§ **Exercise instructions**
When you reach the listing below, copy each line exactly.
[Data extract Boundary: Start]
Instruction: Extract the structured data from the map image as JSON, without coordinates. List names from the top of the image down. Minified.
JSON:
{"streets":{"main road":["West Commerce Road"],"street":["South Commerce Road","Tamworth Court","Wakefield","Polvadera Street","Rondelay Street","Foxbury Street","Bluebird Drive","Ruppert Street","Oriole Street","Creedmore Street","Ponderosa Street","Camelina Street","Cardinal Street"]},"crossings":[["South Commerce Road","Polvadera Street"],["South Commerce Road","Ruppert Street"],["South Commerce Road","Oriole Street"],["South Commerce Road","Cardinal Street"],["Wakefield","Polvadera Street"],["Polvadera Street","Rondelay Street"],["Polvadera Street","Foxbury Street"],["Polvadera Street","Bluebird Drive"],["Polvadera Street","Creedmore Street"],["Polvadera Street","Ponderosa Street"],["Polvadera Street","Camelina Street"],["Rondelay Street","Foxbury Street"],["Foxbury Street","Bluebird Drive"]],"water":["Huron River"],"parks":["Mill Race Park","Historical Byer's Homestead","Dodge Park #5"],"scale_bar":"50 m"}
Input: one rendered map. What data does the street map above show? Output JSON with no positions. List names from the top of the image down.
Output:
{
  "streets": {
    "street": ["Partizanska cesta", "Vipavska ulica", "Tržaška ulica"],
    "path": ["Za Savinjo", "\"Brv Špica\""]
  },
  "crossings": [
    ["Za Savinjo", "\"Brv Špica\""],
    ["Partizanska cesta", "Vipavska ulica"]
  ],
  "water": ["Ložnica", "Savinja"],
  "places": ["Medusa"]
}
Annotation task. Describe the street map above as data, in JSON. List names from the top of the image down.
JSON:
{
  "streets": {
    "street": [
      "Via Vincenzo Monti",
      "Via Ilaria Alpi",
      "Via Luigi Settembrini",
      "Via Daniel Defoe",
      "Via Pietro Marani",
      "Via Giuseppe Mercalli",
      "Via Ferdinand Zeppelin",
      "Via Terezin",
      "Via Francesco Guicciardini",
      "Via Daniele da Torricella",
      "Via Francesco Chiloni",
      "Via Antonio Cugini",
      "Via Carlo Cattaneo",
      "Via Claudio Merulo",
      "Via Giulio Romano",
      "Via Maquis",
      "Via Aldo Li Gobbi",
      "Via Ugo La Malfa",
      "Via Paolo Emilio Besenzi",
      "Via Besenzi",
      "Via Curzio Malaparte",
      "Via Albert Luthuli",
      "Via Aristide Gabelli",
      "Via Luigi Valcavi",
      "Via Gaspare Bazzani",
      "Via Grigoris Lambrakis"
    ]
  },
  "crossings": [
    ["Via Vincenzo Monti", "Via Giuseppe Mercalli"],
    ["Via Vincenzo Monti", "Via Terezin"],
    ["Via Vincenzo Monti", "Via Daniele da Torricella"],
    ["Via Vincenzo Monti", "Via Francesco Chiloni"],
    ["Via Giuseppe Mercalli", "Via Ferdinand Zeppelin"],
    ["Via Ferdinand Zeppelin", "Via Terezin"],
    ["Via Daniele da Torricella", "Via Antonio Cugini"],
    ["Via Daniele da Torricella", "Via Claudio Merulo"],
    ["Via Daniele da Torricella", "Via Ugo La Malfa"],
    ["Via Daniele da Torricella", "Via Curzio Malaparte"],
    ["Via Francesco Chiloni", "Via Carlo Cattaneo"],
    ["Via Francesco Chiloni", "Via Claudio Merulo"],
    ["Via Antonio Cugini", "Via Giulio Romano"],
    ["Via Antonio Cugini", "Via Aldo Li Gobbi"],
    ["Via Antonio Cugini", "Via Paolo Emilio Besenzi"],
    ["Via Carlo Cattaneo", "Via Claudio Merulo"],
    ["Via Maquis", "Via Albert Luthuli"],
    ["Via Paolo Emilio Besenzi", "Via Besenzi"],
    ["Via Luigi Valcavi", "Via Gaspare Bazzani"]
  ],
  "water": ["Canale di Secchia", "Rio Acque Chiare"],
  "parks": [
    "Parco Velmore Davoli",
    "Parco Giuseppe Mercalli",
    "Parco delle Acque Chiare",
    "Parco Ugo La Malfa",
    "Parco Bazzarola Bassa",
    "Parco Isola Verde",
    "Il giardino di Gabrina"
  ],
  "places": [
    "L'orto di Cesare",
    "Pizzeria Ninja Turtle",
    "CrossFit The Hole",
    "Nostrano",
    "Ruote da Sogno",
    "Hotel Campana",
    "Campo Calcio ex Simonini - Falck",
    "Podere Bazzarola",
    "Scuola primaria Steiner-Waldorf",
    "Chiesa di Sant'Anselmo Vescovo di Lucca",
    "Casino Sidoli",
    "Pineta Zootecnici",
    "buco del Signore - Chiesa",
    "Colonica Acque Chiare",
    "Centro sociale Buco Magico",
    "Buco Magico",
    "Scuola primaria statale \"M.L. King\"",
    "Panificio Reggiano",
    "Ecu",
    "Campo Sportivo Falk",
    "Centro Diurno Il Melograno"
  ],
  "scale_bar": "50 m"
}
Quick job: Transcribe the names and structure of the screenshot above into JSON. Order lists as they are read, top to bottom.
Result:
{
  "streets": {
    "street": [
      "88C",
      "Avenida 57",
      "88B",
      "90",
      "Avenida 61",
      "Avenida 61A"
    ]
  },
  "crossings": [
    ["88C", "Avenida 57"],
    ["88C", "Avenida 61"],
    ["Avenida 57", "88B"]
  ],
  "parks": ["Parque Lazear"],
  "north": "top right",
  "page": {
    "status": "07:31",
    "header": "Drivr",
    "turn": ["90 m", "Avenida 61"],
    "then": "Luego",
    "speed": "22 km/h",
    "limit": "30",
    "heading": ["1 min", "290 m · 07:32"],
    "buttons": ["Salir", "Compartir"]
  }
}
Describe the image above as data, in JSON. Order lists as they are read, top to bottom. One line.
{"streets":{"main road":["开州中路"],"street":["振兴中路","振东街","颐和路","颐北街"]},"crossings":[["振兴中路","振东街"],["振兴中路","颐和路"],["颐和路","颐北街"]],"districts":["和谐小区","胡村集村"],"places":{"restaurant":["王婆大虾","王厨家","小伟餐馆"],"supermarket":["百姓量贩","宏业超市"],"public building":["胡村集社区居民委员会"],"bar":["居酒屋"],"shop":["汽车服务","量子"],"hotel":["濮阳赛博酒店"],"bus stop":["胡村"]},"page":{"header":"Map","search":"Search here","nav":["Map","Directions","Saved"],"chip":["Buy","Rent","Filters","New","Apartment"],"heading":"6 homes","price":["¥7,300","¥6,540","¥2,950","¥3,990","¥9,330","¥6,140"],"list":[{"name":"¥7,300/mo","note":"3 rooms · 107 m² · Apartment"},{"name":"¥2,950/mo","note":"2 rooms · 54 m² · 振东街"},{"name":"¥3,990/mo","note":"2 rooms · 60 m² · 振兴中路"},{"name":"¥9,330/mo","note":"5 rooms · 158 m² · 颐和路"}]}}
[Data extract Boundary: End]
§ **Response**
Instruction: Extract the structured data from the map image as JSON, without coordinates. List names from the top of the image down. Minified.
JSON:
{"streets":{"main road":["West Commerce Road"],"street":["South Commerce Road","Tamworth Court","Wakefield","Polvadera Street","Rondelay Street","Foxbury Street","Bluebird Drive","Ruppert Street","Oriole Street","Creedmore Street","Ponderosa Street","Camelina Street","Cardinal Street"]},"crossings":[["South Commerce Road","Polvadera Street"],["South Commerce Road","Ruppert Street"],["South Commerce Road","Oriole Street"],["South Commerce Road","Cardinal Street"],["Wakefield","Polvadera Street"],["Polvadera Street","Rondelay Street"],["Polvadera Street","Foxbury Street"],["Polvadera Street","Bluebird Drive"],["Polvadera Street","Creedmore Street"],["Polvadera Street","Ponderosa Street"],["Polvadera Street","Camelina Street"],["Rondelay Street","Foxbury Street"],["Foxbury Street","Bluebird Drive"]],"water":["Huron River"],"parks":["Mill Race Park","Historical Byer's Homestead","Dodge Park #5"],"scale_bar":"50 m"}
Input: one rendered map. What data does the street map above show? Output JSON with no positions. List names from the top of the image down.
Output:
{
  "streets": {
    "street": ["Partizanska cesta", "Vipavska ulica", "Tržaška ulica"],
    "path": ["Za Savinjo", "\"Brv Špica\""]
  },
  "crossings": [
    ["Za Savinjo", "\"Brv Špica\""],
    ["Partizanska cesta", "Vipavska ulica"]
  ],
  "water": ["Ložnica", "Savinja"],
  "places": ["Medusa"]
}
Annotation task. Describe the street map above as data, in JSON. List names from the top of the image down.
JSON:
{
  "streets": {
    "street": [
      "Via Vincenzo Monti",
      "Via Ilaria Alpi",
      "Via Luigi Settembrini",
      "Via Daniel Defoe",
      "Via Pietro Marani",
      "Via Giuseppe Mercalli",
      "Via Ferdinand Zeppelin",
      "Via Terezin",
      "Via Francesco Guicciardini",
      "Via Daniele da Torricella",
      "Via Francesco Chiloni",
      "Via Antonio Cugini",
      "Via Carlo Cattaneo",
      "Via Claudio Merulo",
      "Via Giulio Romano",
      "Via Maquis",
      "Via Aldo Li Gobbi",
      "Via Ugo La Malfa",
      "Via Paolo Emilio Besenzi",
      "Via Besenzi",
      "Via Curzio Malaparte",
      "Via Albert Luthuli",
      "Via Aristide Gabelli",
      "Via Luigi Valcavi",
      "Via Gaspare Bazzani",
      "Via Grigoris Lambrakis"
    ]
  },
  "crossings": [
    ["Via Vincenzo Monti", "Via Giuseppe Mercalli"],
    ["Via Vincenzo Monti", "Via Terezin"],
    ["Via Vincenzo Monti", "Via Daniele da Torricella"],
    ["Via Vincenzo Monti", "Via Francesco Chiloni"],
    ["Via Giuseppe Mercalli", "Via Ferdinand Zeppelin"],
    ["Via Ferdinand Zeppelin", "Via Terezin"],
    ["Via Daniele da Torricella", "Via Antonio Cugini"],
    ["Via Daniele da Torricella", "Via Claudio Merulo"],
    ["Via Daniele da Torricella", "Via Ugo La Malfa"],
    ["Via Daniele da Torricella", "Via Curzio Malaparte"],
    ["Via Francesco Chiloni", "Via Carlo Cattaneo"],
    ["Via Francesco Chiloni", "Via Claudio Merulo"],
    ["Via Antonio Cugini", "Via Giulio Romano"],
    ["Via Antonio Cugini", "Via Aldo Li Gobbi"],
    ["Via Antonio Cugini", "Via Paolo Emilio Besenzi"],
    ["Via Carlo Cattaneo", "Via Claudio Merulo"],
    ["Via Maquis", "Via Albert Luthuli"],
    ["Via Paolo Emilio Besenzi", "Via Besenzi"],
    ["Via Luigi Valcavi", "Via Gaspare Bazzani"]
  ],
  "water": ["Canale di Secchia", "Rio Acque Chiare"],
  "parks": [
    "Parco Velmore Davoli",
    "Parco Giuseppe Mercalli",
    "Parco delle Acque Chiare",
    "Parco Ugo La Malfa",
    "Parco Bazzarola Bassa",
    "Parco Isola Verde",
    "Il giardino di Gabrina"
  ],
  "places": [
    "L'orto di Cesare",
    "Pizzeria Ninja Turtle",
    "CrossFit The Hole",
    "Nostrano",
    "Ruote da Sogno",
    "Hotel Campana",
    "Campo Calcio ex Simonini - Falck",
    "Podere Bazzarola",
    "Scuola primaria Steiner-Waldorf",
    "Chiesa di Sant'Anselmo Vescovo di Lucca",
    "Casino Sidoli",
    "Pineta Zootecnici",
    "buco del Signore - Chiesa",
    "Colonica Acque Chiare",
    "Centro sociale Buco Magico",
    "Buco Magico",
    "Scuola primaria statale \"M.L. King\"",
    "Panificio Reggiano",
    "Ecu",
    "Campo Sportivo Falk",
    "Centro Diurno Il Melograno"
  ],
  "scale_bar": "50 m"
}
Quick job: Transcribe the names and structure of the screenshot above into JSON. Order lists as they are read, top to bottom.
Result:
{
  "streets": {
    "street": [
      "88C",
      "Avenida 57",
      "88B",
      "90",
      "Avenida 61",
      "Avenida 61A"
    ]
  },
  "crossings": [
    ["88C", "Avenida 57"],
    ["88C", "Avenida 61"],
    ["Avenida 57", "88B"]
  ],
  "parks": ["Parque Lazear"],
  "north": "top right",
  "page": {
    "status": "07:31",
    "header": "Drivr",
    "turn": ["90 m", "Avenida 61"],
    "then": "Luego",
    "speed": "22 km/h",
    "limit": "30",
    "heading": ["1 min", "290 m · 07:32"],
    "buttons": ["Salir", "Compartir"]
  }
}
Describe the image above as data, in JSON. Order lists as they are read, top to bottom. One line.
{"streets":{"main road":["开州中路"],"street":["振兴中路","振东街","颐和路","颐北街"]},"crossings":[["振兴中路","振东街"],["振兴中路","颐和路"],["颐和路","颐北街"]],"districts":["和谐小区","胡村集村"],"places":{"restaurant":["王婆大虾","王厨家","小伟餐馆"],"supermarket":["百姓量贩","宏业超市"],"public building":["胡村集社区居民委员会"],"bar":["居酒屋"],"shop":["汽车服务","量子"],"hotel":["濮阳赛博酒店"],"bus stop":["胡村"]},"page":{"header":"Map","search":"Search here","nav":["Map","Directions","Saved"],"chip":["Buy","Rent","Filters","New","Apartment"],"heading":"6 homes","price":["¥7,300","¥6,540","¥2,950","¥3,990","¥9,330","¥6,140"],"list":[{"name":"¥7,300/mo","note":"3 rooms · 107 m² · Apartment"},{"name":"¥2,950/mo","note":"2 rooms · 54 m² · 振东街"},{"name":"¥3,990/mo","note":"2 rooms · 60 m² · 振兴中路"},{"name":"¥9,330/mo","note":"5 rooms · 158 m² · 颐和路"}]}}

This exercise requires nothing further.